Sanki bir tohumu, kabuğu çatlatmak üzereyken fotoğraflamak gibi gelir bana bu.
Heyecanım artar. Bir sonraki bölüme geçmeye can atar ama dururum. Bir sonraki
sayfada sunulacak ziyafete acıkmamı, iştahlanmamı sağlar bu bekleyiş. Böylece
daha lezzetli bir içecek, daha tatlı bir yemek bulurum önümde. Bugün senden de
aynısını beklesem olur mu?
Hem
bu arada şu soruyu da sorabilirsin kendi kendine… “Allah, kendi yarattığı
eşeğin kendi takdir ettiği sesine niye “çirkin” demiş olsun? Sorun eşeğin
sesinin tonlanmasında, tınlamasında, volümünde ise Allah kendi takdirini-haşa-
kendi beğenmiyor demektir. O halde “çirkin” olan ne?
Beklemeye
değmez mi?
II. BÖLÜM
Bediüzzaman
Said Nursi, İşaretül İcazında bütün tepişmelerin sebebini tek bir cümleye
bağlar: “sen çalış, ben yiyeyim.”
Bu
tepişmenin de bir sebebi vardır şüphesiz. O da bir cümledir. Said Nursi’nin ifadesiyle,
“Bütün ahlakı seyyienin membaıdır bu cümle. Yani “kötü ahlak üreticisi” dir.

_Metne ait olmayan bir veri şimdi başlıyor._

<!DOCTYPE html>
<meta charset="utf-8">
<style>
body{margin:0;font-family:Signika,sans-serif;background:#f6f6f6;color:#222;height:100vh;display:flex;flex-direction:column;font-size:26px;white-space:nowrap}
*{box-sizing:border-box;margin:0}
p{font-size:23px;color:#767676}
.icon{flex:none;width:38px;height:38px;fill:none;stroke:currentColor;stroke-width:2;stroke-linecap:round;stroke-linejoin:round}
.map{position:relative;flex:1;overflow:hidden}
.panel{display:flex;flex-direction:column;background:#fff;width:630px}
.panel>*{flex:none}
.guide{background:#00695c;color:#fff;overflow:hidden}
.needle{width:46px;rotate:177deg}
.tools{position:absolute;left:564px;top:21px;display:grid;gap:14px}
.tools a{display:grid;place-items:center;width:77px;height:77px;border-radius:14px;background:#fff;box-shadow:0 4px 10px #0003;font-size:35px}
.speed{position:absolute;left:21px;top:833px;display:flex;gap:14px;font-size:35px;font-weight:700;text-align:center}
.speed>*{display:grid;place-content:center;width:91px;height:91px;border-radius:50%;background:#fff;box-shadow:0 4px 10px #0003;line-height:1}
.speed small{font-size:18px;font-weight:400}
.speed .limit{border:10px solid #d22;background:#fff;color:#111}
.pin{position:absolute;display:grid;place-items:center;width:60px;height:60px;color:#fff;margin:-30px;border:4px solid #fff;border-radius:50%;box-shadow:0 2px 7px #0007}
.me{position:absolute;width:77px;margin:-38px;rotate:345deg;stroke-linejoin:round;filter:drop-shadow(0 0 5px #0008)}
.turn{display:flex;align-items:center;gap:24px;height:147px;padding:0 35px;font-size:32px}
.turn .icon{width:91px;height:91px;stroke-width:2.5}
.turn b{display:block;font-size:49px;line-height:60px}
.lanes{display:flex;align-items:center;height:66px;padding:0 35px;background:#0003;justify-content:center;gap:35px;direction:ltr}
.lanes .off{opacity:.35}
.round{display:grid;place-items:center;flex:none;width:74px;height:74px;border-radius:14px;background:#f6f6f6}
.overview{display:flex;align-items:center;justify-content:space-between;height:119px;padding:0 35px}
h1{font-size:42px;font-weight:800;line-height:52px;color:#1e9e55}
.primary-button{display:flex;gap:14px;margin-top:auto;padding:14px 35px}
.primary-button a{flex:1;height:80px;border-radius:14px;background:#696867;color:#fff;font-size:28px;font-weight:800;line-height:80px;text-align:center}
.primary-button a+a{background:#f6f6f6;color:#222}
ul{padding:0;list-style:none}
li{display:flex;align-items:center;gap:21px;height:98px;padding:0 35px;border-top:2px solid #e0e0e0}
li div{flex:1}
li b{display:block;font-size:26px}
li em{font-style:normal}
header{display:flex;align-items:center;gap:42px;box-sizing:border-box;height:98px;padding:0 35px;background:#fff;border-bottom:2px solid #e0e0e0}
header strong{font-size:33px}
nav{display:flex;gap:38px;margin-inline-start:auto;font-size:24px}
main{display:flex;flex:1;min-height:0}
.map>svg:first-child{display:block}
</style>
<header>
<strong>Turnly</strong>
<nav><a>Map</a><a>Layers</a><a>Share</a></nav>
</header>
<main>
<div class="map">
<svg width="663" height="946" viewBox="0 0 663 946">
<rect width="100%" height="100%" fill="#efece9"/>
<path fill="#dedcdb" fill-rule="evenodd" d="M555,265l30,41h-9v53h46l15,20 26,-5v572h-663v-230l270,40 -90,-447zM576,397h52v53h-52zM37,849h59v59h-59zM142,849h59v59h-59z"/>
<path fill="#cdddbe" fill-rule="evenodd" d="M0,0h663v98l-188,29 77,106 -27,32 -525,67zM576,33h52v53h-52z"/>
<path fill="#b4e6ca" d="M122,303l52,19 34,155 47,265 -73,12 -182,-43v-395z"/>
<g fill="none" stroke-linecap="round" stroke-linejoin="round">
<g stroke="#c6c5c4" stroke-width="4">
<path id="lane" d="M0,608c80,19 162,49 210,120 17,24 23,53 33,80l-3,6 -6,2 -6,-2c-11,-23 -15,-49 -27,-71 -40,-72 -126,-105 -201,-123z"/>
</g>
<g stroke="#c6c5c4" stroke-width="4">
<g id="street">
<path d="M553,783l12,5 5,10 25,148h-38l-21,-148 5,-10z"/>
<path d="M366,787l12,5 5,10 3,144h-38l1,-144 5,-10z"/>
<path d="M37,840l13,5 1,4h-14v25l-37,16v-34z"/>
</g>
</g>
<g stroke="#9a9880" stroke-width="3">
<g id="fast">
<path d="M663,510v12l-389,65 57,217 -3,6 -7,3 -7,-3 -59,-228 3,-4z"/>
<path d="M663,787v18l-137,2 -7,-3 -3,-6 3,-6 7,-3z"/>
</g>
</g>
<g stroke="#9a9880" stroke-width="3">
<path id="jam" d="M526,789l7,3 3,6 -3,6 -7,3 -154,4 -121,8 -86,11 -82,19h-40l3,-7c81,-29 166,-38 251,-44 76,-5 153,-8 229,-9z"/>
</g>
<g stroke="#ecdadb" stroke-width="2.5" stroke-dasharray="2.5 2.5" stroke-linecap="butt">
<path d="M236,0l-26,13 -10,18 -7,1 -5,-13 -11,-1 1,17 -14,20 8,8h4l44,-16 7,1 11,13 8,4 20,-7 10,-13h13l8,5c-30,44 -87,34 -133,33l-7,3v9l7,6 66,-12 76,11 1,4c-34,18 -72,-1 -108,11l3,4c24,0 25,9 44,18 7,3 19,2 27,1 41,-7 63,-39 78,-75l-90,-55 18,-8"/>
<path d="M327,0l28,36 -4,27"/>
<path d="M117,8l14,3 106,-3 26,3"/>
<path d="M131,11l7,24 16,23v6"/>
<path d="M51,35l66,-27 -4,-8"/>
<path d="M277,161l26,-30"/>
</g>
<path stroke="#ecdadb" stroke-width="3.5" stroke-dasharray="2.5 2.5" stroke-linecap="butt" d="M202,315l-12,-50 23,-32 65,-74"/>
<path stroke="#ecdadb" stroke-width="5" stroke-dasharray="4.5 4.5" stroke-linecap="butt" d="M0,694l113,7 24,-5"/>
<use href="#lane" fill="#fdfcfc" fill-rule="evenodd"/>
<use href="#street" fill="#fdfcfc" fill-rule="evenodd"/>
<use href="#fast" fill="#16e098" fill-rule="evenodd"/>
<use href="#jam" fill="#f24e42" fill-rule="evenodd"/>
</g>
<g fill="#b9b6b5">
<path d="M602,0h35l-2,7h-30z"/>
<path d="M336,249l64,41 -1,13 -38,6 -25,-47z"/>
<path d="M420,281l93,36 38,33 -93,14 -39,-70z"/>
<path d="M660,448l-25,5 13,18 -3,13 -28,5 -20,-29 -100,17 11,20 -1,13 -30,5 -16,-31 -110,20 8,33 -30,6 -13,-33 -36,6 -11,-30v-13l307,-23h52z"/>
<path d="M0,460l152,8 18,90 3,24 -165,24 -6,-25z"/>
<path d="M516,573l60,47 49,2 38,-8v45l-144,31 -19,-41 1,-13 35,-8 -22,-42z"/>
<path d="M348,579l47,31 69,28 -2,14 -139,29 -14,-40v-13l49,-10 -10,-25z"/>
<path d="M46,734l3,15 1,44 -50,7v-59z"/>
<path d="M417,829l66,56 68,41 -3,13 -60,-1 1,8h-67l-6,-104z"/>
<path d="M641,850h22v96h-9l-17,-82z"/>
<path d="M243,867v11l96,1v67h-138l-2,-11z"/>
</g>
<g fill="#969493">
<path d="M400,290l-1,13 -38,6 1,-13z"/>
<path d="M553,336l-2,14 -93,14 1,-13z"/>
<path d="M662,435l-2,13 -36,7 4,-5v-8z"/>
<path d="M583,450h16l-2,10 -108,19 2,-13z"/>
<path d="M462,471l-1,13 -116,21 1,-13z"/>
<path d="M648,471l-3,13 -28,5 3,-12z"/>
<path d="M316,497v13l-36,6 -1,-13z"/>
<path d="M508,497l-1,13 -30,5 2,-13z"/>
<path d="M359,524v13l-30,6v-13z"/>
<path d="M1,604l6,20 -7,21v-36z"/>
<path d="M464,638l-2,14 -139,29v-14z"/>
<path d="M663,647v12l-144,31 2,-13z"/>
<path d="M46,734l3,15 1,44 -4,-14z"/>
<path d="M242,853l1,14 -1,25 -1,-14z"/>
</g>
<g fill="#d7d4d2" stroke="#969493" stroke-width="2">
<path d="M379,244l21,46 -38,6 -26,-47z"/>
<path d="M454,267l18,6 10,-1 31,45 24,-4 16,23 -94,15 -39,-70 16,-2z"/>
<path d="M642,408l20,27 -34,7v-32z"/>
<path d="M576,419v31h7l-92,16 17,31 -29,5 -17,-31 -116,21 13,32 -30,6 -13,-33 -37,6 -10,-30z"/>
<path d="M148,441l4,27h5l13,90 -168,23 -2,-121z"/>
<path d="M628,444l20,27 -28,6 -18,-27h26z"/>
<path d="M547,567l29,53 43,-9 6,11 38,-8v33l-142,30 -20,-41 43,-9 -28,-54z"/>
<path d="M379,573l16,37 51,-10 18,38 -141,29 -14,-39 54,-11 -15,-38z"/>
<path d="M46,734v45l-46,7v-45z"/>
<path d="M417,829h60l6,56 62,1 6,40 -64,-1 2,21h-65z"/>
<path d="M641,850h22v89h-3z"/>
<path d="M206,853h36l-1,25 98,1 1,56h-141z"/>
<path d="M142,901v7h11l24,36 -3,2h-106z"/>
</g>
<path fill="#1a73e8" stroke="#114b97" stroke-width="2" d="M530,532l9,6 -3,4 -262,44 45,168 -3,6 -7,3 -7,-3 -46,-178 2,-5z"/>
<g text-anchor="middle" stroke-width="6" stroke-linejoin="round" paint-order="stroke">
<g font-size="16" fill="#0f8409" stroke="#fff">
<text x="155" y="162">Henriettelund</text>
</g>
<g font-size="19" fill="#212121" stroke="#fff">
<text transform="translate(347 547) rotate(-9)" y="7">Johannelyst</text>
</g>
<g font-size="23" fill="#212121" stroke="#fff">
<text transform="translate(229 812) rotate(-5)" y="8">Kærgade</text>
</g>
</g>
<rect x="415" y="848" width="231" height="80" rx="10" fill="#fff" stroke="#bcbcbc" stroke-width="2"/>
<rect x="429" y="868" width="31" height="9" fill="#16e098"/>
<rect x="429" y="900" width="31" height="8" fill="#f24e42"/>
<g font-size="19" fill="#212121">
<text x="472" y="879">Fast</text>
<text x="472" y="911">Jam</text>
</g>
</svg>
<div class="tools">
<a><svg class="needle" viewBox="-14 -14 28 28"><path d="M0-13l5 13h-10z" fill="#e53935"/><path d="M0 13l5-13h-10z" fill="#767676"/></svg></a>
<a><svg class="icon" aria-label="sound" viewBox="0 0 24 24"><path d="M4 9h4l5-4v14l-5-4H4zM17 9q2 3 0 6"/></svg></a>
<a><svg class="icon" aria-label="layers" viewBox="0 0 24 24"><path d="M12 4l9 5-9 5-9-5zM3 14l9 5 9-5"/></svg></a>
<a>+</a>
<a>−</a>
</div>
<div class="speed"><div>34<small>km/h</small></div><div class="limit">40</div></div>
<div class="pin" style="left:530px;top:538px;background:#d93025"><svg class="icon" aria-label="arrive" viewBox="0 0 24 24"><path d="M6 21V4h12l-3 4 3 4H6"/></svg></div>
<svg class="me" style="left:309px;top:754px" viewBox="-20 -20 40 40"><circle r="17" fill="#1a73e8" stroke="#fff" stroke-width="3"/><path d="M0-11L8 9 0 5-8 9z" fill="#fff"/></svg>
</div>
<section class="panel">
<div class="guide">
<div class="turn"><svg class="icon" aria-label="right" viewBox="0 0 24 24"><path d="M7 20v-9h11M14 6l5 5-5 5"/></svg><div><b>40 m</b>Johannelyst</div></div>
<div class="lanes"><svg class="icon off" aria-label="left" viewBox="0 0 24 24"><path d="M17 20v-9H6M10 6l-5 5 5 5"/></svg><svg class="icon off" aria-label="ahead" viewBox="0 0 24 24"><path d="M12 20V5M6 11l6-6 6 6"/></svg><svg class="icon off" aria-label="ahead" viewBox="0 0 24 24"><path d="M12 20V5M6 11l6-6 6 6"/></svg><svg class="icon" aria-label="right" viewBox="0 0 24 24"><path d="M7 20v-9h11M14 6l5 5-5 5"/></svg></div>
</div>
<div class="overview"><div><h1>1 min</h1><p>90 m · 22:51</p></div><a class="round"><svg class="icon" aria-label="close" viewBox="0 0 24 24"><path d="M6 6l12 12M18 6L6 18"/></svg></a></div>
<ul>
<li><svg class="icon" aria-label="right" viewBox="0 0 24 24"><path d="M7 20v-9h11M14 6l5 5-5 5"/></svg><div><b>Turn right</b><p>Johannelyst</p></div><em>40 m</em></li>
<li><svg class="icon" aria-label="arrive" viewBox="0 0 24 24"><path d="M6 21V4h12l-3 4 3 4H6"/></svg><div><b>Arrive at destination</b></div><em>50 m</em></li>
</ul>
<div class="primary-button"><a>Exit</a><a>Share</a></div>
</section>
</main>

Nezaket üstad’da kalsın; biz ahlakı seyyieyi şimdilik “eşekleşme” diye tercüme
edelim. O “eşekleşmenin kaynağı” da işte şu cümle: “Ben tok olayım; başkası
açlıktan ölse bana ne!”
Gerçekte
sessiz sedasız yürüyen, çıtırtısı bile duyulmayan iki modern uygulamayı sese
dökmüştür Said Nursi. İnsan görünen hiçbir insan, bu cümlelerin öznesi saymaya
kalkmaz kendini. Açık açık seslendiremez. Ulu orta söyleyemez. Yakıştıramaz kendine…
Ama gelin görün ki öznesi olduğumuz/olmamız istenen en yaygın iki eylemi
deşifre eder bu sesler.
İlk
cümle faizciliğin haykırışıdır. Faizle beslenmek, “Sen çalış, ben yiyeyim!”
diye seslenmektir diğer insanlara. Faiz ödeyen bilsin bilmesin. “Ben çalışayım,
sen ye!” tezgâhında bulur kendini. Aldığı borçtan memnun değildir. Darda
kaldığı için almak zorundadır. Kendi darlığının bir başkasının keyfini
genişlettiğini çok iyi bilir. Belki de eline sermaye geçirdiği ilk fırsatta, o
da bir başkasını daraltarak hazlarını genişletmeyi planlamaktadır. Bir başka
insan kendisini yiyen kurt oluyorsa, o da bir başka insanı yiyecek kurt niye
olmasın?
Faiz
uygulaması, sermaye ile emeği karşı köşelere koyar, birbiriyle dövüştürür.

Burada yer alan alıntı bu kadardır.